Fully Homomorphic Encryption in Decentralized Finance — Survey & Landscape
FHE enables computation on encrypted data without decryption — the "holy grail" of cryptographic privacy.
For DeFi, this means encrypted on-chain state, ブラインドアービトラージ, 封印された オークション, and ダークプール マッチング
where validators compute on ciphertexts without ever seeing 平文 values.
Currently research-stage for real-time applications; near-term wins in auctions and governance.
What is FHE and Why Does DeFi Need It?
The Fundamental Problem
Smart contract state is completely public by default.

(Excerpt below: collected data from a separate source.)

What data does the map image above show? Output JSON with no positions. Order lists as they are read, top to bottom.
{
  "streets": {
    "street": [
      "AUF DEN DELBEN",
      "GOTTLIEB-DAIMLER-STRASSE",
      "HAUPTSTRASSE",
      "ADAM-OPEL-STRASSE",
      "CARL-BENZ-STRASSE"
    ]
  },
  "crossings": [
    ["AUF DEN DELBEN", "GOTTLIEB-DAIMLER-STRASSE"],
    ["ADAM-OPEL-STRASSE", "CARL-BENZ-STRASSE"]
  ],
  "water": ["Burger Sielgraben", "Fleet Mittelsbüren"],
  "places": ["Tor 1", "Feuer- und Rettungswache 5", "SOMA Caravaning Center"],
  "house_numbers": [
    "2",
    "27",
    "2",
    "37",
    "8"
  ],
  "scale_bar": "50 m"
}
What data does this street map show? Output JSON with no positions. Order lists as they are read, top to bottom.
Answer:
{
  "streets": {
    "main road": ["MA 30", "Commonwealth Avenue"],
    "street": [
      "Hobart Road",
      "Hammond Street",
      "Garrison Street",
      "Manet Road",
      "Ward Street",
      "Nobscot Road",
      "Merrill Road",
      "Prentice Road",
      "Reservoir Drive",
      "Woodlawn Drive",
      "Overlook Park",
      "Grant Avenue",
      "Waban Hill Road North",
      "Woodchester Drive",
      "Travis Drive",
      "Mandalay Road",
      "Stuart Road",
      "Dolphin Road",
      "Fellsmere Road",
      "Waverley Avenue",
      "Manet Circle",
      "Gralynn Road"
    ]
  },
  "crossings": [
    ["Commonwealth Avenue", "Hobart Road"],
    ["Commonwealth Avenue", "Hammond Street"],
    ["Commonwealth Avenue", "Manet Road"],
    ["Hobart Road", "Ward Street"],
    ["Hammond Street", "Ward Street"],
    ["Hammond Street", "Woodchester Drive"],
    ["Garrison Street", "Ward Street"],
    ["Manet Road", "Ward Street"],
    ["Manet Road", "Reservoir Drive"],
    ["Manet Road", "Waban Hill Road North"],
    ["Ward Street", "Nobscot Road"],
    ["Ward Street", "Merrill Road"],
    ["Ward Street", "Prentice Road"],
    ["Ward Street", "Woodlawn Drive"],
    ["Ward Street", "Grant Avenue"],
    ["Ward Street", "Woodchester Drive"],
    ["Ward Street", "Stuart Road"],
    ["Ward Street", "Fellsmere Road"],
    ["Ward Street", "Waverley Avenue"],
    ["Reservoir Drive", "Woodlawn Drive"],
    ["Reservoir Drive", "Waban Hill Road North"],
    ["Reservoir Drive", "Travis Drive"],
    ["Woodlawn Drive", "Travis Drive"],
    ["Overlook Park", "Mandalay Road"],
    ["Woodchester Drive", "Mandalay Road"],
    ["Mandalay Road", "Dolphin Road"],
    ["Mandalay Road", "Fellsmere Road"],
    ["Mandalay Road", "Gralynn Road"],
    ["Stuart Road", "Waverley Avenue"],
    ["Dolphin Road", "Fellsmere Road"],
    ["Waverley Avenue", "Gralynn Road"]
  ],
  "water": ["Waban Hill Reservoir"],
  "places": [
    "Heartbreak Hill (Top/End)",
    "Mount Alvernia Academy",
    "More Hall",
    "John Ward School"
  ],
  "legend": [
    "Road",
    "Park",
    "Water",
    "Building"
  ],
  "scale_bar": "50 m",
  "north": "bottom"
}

Every balance, every order, every AMM reserve is visible to all participants — enabling front-running, sandwich attacks, and information leakage.
FHE の約束
With FHE, contract state can be encrypted on-chain, with validators computing over ciphertexts without ever seeing 平文. The "magical" property: compute on data without decrypting it.
DeFi が FHE を必要とする理由 (そして難しい理由)
MEV 軽減
Searchers currently see all mempool Tx in 平文, enabling front-running and sandwiching. FHE: searchers compute on encrypted Tx without seeing content.
2028-2030? — Hardware-accelerated FHE practical for DeFi
FHE-MEV: Blind Arbitrage Without Seeing Transactions
Paper: "FHE-MEV: Blind Arbitrage in MEV" — Passerat-Palmbach et al. (Flashbots / Imperial College London, 2023).
Concept: searcher runs arbitrage on TFHE-encrypted UniswapV2 transactions without ever seeing content.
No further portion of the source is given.